SimSwap is another face swapping framework that is capable of transferring the identity of an arbitrary source face into an arbitrary target face while preserving the attributes of the target face. As compared to the previous face swapping techniques, SimSwap mainly has two novel contributions: (i) ID injection module (IIM) and (ii) weak feature matching loss. The IIM transfers the identity information of the source face into the target face at the feature level. This is done by first extracting features from both the source and target faces. The features from the source face are then injected into the features of the target face. This is done by multiplying the features of the target face by a matrix that is trained to represent the identity information of the source face. The weak feature matching loss helps the framework to preserve the facial attributes of the target face in an implicit way. This is done by encouraging the features of the generated face to be similar to the features of the target face. However, the loss is designed to be weak so that it does not interfere with the identity transfer process. The method uses multiple loss functions like identity loss, reconstruction loss, weak feature matching loss, adversarial loss, and gradient penalty [77, 78]. The loss functions of different algorithms used in our work are given in Table 5.

3.6 Experimental setup

In this section, we describe the experimental setup for our study. We outline the steps involved in assessing the quality of the dataset, performing face swapping using multiple algorithms, planning for error analysis, and guidelines for large-scale deidentification. The high-level overview of the deidentification process and evaluation of deidentified videos is given in Fig. 10.

Fig. 10
figure 10

Overview of the deidentification process and evaluation outline for videos and error analysis plan

Fig. 11
figure 11

Qualitative comparison of various algorithms in terms of face swapping

3.6.1 Dataset quality assessment

Before conducting face swapping experiments to assess the effectiveness of algorithms, it is crucial to assess the quality of the dataset used. This assessment helps ensure that the dataset contains diverse facial images, which are essential for drawing insights into the effectiveness of face swapping in driving scenarios. The analysis of various physiological features and anthropometric measures is given in Sect. 3.1.

3.6.2 Face swapping

The face swapping process involves replacing the face in one image (target image) with the face from another image (source image or imposter image) while preserving the target image’s facial expressions and characteristics. Our implementation utilizes state-of-the-art face swapping algorithms, including SimSwap [71], FSGAN [66], InfoSwap [72], and GHOST [69]. The videos of drivers under naturalistic driving conditions are split into frames and face swapping is done. The output of this is deidentified frames. The frames are stitched back to create videos.

3.6.3 Error analysis plan

In order to assess the effectiveness of face swapping algorithms, we analyze errors in various human attributes as mentioned in section 3.2 and similarity measures mentioned in Sect. 3.4. We perform a detailed analysis of various metrics to draw conclusions on the usefulness of face swapping measures.

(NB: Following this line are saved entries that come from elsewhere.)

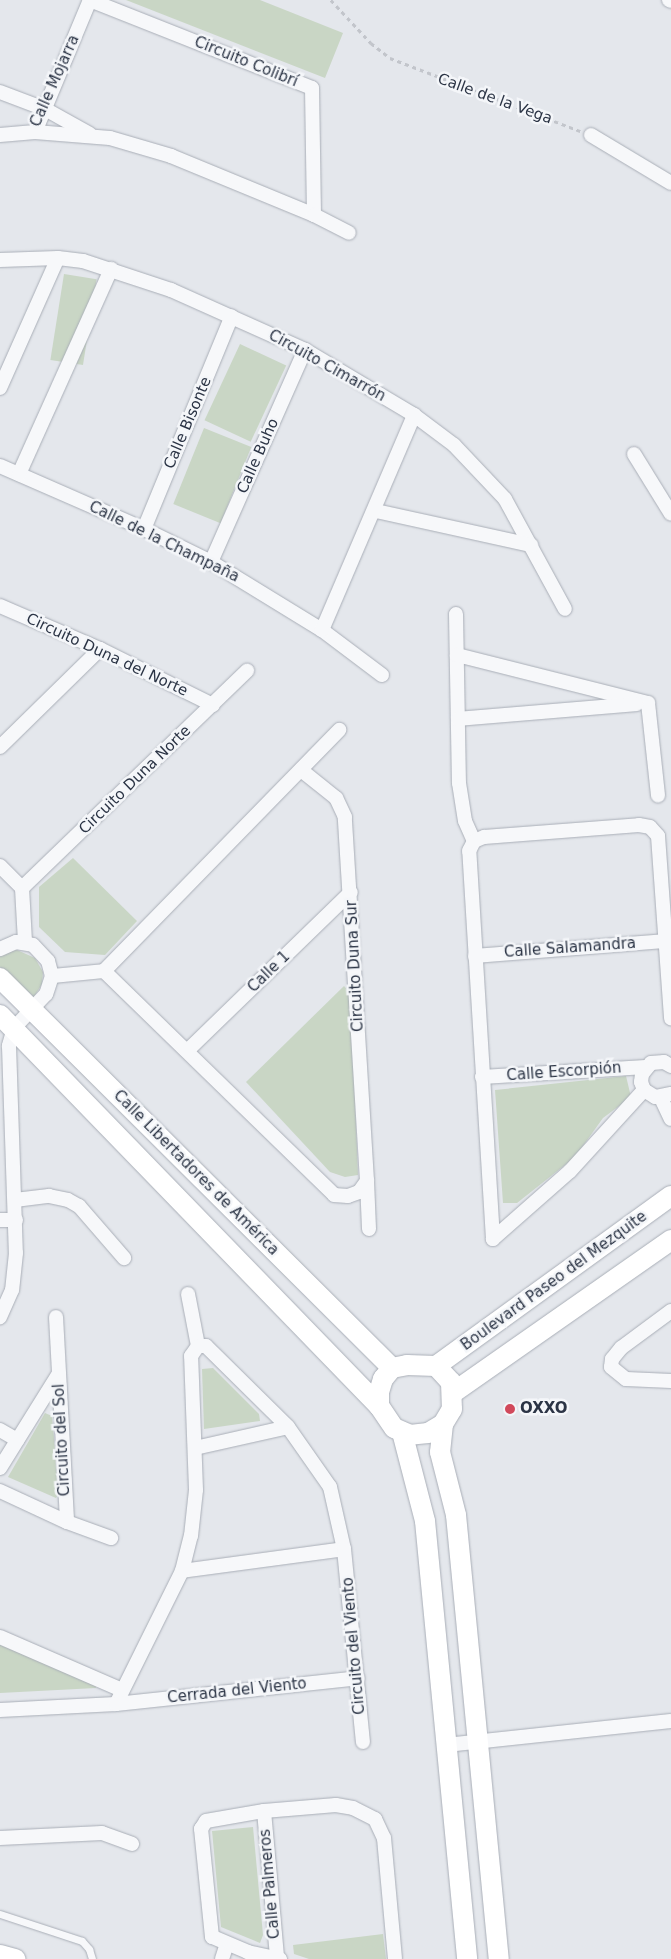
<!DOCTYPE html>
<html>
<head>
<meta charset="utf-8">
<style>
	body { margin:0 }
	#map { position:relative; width:671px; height:1959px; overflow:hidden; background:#e4e7ec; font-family:"DejaVu Sans",sans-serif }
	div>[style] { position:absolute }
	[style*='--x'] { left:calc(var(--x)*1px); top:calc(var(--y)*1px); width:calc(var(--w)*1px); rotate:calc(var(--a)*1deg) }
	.green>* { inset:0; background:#c9d6c5; transform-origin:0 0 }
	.path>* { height:2.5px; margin-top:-1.25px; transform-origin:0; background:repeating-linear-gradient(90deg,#c2c5cb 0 4px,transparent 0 8px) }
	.roads { filter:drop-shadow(0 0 1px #a9aeb7) drop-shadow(0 0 1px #a9aeb7) }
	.lane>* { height:7px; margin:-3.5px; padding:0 3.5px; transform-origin:3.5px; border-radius:3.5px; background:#f7f8fa }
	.street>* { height:14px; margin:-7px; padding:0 7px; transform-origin:7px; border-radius:7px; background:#f7f8fa }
	.secondary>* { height:20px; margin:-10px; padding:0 10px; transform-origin:10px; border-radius:10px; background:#fff }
	.dots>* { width:14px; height:14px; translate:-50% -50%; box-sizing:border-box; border:2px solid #f4f6f9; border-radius:50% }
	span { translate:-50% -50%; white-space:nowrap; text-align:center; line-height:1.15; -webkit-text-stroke:5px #f4f6f9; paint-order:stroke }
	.street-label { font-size:15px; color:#2b3445 }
	.poi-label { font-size:15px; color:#2b3445; font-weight:700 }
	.left { translate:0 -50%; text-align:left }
</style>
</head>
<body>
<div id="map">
	<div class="green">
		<div style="clip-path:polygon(126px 0,260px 0,343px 33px,325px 78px)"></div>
		<div style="left:64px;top:274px;width:33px;height:87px;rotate:9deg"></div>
		<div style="left:240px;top:344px;width:51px;height:84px;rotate:25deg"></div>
		<div style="left:204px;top:428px;width:51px;height:82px;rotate:22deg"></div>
		<div style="clip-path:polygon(73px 858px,137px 921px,105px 955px,65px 952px,39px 927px,39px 887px)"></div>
		<div style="clip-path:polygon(17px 950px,35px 958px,43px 972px,42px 984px,34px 997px,0 967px,0 957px,5px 952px)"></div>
		<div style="clip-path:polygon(344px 986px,351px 994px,358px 1175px,345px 1177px,330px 1172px,246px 1082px)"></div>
		<div style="clip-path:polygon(626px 1076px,631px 1097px,603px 1118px,575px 1157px,517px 1203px,503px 1203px,495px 1090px)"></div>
		<div style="clip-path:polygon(213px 1368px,259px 1414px,260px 1421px,204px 1429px,202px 1369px)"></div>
		<div style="clip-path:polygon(45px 1413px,52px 1416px,59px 1493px,56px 1498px,8px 1477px)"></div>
		<div style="clip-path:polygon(0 1642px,96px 1681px,96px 1688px,0 1693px)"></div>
		<div style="clip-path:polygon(253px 1827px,263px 1935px,260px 1943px,221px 1927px,212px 1831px)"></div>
		<div style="clip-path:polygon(383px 1934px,386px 1959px,309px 1959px,294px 1954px,293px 1945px)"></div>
	</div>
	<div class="path">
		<div style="--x:331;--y:0;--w:59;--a:47.1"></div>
		<div style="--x:371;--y:43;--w:24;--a:38"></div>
		<div style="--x:390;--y:58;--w:204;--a:21"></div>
	</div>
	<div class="roads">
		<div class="lane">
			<div style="--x:0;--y:1914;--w:86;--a:18.2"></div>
			<div style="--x:82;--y:1941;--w:11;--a:49"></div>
			<div style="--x:89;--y:1949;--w:10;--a:73"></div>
		</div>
		<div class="street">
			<div style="--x:669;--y:0;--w:2;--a:27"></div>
			<div style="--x:0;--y:92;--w:48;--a:20.7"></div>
			<div style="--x:45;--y:109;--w:51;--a:29.1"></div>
			<div style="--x:35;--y:132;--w:143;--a:-67.4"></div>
			<div style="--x:0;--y:135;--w:35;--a:-5"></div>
			<div style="--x:35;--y:132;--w:75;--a:4.6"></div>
			<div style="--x:110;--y:138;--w:64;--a:16.4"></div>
			<div style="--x:171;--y:156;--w:155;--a:22.4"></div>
			<div style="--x:314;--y:215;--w:127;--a:-90.9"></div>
			<div style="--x:312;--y:88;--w:239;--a:-158.4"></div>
			<div style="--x:591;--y:135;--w:93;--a:31"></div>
			<div style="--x:314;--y:215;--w:39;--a:27"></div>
			<div style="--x:0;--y:260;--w:58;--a:-2"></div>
			<div style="--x:58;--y:258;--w:25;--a:7"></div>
			<div style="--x:83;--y:261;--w:93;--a:18.2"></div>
			<div style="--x:171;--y:290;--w:147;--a:24.1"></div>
			<div style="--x:305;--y:350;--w:127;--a:30.8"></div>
			<div style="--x:414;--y:415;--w:50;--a:36.9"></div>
			<div style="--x:454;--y:445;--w:74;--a:46.6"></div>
			<div style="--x:505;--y:499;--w:125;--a:61.4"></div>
			<div style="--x:0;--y:388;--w:142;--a:-66"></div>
			<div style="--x:634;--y:454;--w:70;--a:58.3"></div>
			<div style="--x:0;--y:466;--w:157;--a:23.6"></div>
			<div style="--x:144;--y:529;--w:75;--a:26.2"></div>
			<div style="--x:211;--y:562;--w:130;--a:31.5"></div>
			<div style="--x:322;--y:630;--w:75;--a:36.9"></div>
			<div style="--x:19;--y:474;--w:225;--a:-65.8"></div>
			<div style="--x:376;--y:511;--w:159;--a:12.4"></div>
			<div style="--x:144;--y:529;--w:230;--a:-67.6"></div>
			<div style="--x:211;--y:562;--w:232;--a:-66.1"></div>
			<div style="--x:0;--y:606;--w:109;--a:23.3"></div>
			<div style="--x:100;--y:649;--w:126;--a:26.4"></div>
			<div style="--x:456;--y:614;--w:169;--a:89"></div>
			<div style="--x:459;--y:783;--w:38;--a:81"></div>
			<div style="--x:465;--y:821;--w:22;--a:66"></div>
			<div style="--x:322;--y:630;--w:234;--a:-66.8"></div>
			<div style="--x:457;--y:655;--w:197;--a:14.1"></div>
			<div style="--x:648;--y:703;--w:93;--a:83.8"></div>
			<div style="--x:458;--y:719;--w:179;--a:-4.8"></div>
			<div style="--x:0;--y:747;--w:140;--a:-44.4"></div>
			<div style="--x:0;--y:866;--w:31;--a:45"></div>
			<div style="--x:22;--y:888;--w:53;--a:86.8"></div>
			<div style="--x:22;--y:888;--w:313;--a:-44"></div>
			<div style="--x:0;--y:949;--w:17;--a:-24"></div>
			<div style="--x:16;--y:942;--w:17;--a:10"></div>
			<div style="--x:33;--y:945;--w:22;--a:47"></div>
			<div style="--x:48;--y:961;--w:16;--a:75"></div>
			<div style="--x:52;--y:976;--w:19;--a:108"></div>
			<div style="--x:46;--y:994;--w:47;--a:133.3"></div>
			<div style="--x:14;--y:1028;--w:19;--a:106"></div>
			<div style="--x:9;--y:1046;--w:207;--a:88.1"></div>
			<div style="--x:16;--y:1253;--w:37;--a:96"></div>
			<div style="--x:12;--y:1290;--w:30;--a:114"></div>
			<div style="--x:475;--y:956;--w:192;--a:-4.5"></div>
			<div style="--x:104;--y:971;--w:321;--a:44.2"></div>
			<div style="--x:334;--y:1195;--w:14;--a:4"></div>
			<div style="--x:348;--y:1196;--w:12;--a:-20"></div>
			<div style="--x:359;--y:1192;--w:14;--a:-54"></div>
			<div style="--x:367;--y:1181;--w:365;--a:-93.5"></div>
			<div style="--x:345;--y:817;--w:21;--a:-115"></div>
			<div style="--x:336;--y:798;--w:45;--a:-141.3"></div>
			<div style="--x:52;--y:976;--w:52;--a:-5.5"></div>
			<div style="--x:104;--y:971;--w:337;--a:-45.7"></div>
			<div style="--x:187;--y:1051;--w:228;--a:-44.1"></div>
			<div style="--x:671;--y:1066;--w:8;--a:-150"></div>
			<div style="--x:664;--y:1062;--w:13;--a:176"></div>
			<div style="--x:651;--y:1063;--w:14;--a:129"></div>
			<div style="--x:642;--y:1074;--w:8;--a:97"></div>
			<div style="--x:641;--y:1082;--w:9;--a:69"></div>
			<div style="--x:644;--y:1090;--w:13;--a:32"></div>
			<div style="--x:655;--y:1097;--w:16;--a:-11"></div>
			<div style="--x:482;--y:1077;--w:164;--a:-3.5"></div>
			<div style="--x:644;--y:1090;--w:110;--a:132.4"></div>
			<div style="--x:570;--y:1171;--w:103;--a:138.6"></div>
			<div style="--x:493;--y:1239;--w:389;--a:-93.5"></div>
			<div style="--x:469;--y:851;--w:11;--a:-63"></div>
			<div style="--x:474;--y:841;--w:11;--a:-22"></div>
			<div style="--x:484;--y:837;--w:155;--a:-4.4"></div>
			<div style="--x:639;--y:825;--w:11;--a:10"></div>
			<div style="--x:650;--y:827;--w:12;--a:48"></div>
			<div style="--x:658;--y:836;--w:183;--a:85.9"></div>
			<div style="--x:661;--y:1098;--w:23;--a:65"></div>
			<div style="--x:367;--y:1181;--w:48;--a:87.6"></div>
			<div style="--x:15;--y:1200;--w:34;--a:-7"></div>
			<div style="--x:49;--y:1196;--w:19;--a:12"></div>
			<div style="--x:68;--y:1200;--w:13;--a:29"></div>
			<div style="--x:79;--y:1206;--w:69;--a:49.1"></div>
			<div style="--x:0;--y:1220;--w:16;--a:0"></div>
			<div style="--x:188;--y:1294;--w:53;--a:79.1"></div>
			<div style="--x:671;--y:1311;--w:62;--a:143.5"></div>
			<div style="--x:621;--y:1348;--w:14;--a:129"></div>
			<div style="--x:612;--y:1359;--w:8;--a:97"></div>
			<div style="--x:611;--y:1367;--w:19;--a:39"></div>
			<div style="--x:626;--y:1379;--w:45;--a:2.5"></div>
			<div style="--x:56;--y:1317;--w:205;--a:86.9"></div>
			<div style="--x:0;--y:1430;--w:20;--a:30"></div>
			<div style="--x:195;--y:1448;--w:95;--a:-12.7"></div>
			<div style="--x:0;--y:1468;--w:110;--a:-58.1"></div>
			<div style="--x:0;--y:1491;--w:74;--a:24.8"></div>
			<div style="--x:67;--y:1522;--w:47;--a:20"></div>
			<div style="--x:182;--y:1571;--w:163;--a:-7.7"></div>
			<div style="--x:0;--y:1637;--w:133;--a:23.5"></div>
			<div style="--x:116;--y:1704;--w:148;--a:-63.6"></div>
			<div style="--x:182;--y:1571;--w:36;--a:-76"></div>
			<div style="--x:191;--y:1536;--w:46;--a:-83.8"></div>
			<div style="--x:196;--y:1490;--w:134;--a:-92.1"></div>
			<div style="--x:191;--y:1356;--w:12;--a:-55"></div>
			<div style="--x:198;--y:1346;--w:8;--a:0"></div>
			<div style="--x:206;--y:1346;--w:115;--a:44.6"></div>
			<div style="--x:288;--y:1427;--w:73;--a:55"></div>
			<div style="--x:330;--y:1487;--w:64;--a:77.3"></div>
			<div style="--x:344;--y:1549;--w:194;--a:84.4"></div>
			<div style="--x:0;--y:1710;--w:116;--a:-3"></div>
			<div style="--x:116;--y:1704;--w:243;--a:-6.1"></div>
			<div style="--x:446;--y:1745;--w:226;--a:-6.1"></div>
			<div style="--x:264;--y:1811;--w:148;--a:84.9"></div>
			<div style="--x:0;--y:1838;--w:102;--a:-2.8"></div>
			<div style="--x:102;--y:1833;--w:32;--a:20"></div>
			<div style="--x:222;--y:1959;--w:16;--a:-72"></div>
			<div style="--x:280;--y:1959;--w:33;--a:-168"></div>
			<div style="--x:248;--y:1952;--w:39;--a:-157"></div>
			<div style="--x:212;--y:1937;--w:109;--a:-95.8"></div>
			<div style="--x:201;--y:1829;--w:9;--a:-58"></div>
			<div style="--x:206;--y:1821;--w:59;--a:-9.8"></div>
			<div style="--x:264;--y:1811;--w:72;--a:-4.8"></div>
			<div style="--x:336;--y:1805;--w:17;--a:10"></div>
			<div style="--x:353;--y:1808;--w:25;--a:27"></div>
			<div style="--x:375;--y:1819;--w:21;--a:65"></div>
			<div style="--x:384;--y:1838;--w:121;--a:84.8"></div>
		</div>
		<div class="secondary">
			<div style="--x:0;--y:978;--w:553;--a:44.85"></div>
			<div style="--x:0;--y:1015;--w:545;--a:45.89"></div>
			<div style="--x:407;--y:1365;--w:29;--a:2"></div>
			<div style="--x:436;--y:1366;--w:22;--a:47"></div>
			<div style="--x:451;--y:1382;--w:27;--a:88"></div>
			<div style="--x:452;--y:1409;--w:17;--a:121"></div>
			<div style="--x:443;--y:1424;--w:17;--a:149"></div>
			<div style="--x:428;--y:1433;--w:18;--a:174"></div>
			<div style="--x:410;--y:1435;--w:17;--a:-156"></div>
			<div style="--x:394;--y:1428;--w:27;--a:-124"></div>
			<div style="--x:379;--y:1406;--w:14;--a:-90"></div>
			<div style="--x:379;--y:1392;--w:14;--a:-73"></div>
			<div style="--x:383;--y:1379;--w:14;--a:-51"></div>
			<div style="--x:392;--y:1368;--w:15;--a:-11"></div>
			<div style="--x:436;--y:1366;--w:290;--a:-35.9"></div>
			<div style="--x:454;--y:1392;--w:265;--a:-35"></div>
			<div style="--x:443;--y:1424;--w:28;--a:96"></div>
			<div style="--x:440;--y:1452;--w:65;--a:75.7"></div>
			<div style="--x:456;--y:1515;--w:446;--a:84.5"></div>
			<div style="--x:402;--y:1432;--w:92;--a:75.5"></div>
			<div style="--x:425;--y:1521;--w:440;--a:84.5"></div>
			<div style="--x:0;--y:1955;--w:16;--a:15"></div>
		</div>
	</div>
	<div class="dots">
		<div style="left:510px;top:1409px;background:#d1495b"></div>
	</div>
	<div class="street-label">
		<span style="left:246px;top:62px;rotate:22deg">Circuito Colibrí</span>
		<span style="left:55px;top:81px;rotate:-66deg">Calle Mojarra</span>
		<span style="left:495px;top:99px;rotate:20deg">Calle de la Vega</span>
		<span style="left:327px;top:366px;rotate:29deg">Circuito Cimarrón</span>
		<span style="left:188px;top:423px;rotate:-67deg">Calle Bisonte</span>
		<span style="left:258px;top:456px;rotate:-66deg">Calle Buho</span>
		<span style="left:164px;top:542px;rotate:26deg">Calle de la Champaña</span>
		<span style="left:107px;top:655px;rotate:25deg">Circuito Duna del Norte</span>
		<span style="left:135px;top:780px;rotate:-44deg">Circuito Duna Norte</span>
		<span style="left:570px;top:948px;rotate:-4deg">Calle Salamandra</span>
		<span style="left:355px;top:966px;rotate:-93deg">Circuito Duna Sur</span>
		<span style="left:269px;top:972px;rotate:-44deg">Calle 1</span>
		<span style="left:564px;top:1072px;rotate:-4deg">Calle Escorpión</span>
		<span style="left:196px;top:1173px;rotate:45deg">Calle Libertadores de América</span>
		<span style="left:554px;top:1281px;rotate:-36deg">Boulevard Paseo del Mezquite</span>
		<span style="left:62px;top:1440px;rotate:-93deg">Circuito del Sol</span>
		<span style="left:354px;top:1646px;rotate:-95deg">Circuito del Viento</span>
		<span style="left:237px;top:1691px;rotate:-6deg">Cerrada del Viento</span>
		<span style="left:270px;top:1884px;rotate:-95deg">Calle Palmeros</span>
	</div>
	<div class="poi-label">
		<span class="left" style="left:520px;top:1409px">OXXO</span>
	</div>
</div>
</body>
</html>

3.6.4 Large-scale deidentification

In addition to the individual face swapping experiments, we will also provide guidelines for large-scale deidentification. This involves developing a systematic approach to applying face swapping algorithms to a large volume of videos, ensuring scalability and efficiency. We will outline the steps mainly in regard to facilitating automated deidentification with human-in-the-loop validation.

4 Experiments and results

In this section, we present the experiments and corresponding results obtained. Figure 11 shows qualitative results of various algorithms for face swapping. Our experiments focus on assessing the effectiveness of face swapping algorithms for deidentification purposes, as well as analyzing errors in various human attributes and conducting a quantitative analysis of deidentified videos. Additionally, we explore the use of synthetic faces in deidentification.

4.1 Qualitative analysis of results

In order to assess the effectiveness of face swapping algorithms for deidentification purposes, we conducted a qualitative analysis of the results obtained from our experiments. In order to ensure a comprehensive and unbiased evaluation of the deidentified videos, we employed the expertise of four human evaluators. Each evaluator independently assessed the videos based on the rating scale described earlier, considering the aspects of facial alignment, facial expression matching, skin texture and color, hair, and facial features, and overall realism and naturalness. The use of multiple evaluators helped mitigate individual biases and provided a more robust assessment of the face swapping algorithms.

Table 6 presents a rating scale ranging from 1 to 5 for each of the evaluated aspects. A rating of 1 indicates poor performance with noticeable distortions, misalignments, and inconsistencies, while a rating of 5 indicates excellent performance with indistinguishable results from the original videos. The intermediate ratings represent varying levels of performance and quality.

The qualitative analysis of the results revealed valuable insights into the performance of the face swapping algorithms. The evaluators observed that the quality of facial alignment varied across the algorithms, with some algorithms exhibiting noticeable distortions, misplacements, or misalignments. Facial expression matching also showed variations, with some algorithms producing completely mismatched expressions or unnatural and inconsistent results.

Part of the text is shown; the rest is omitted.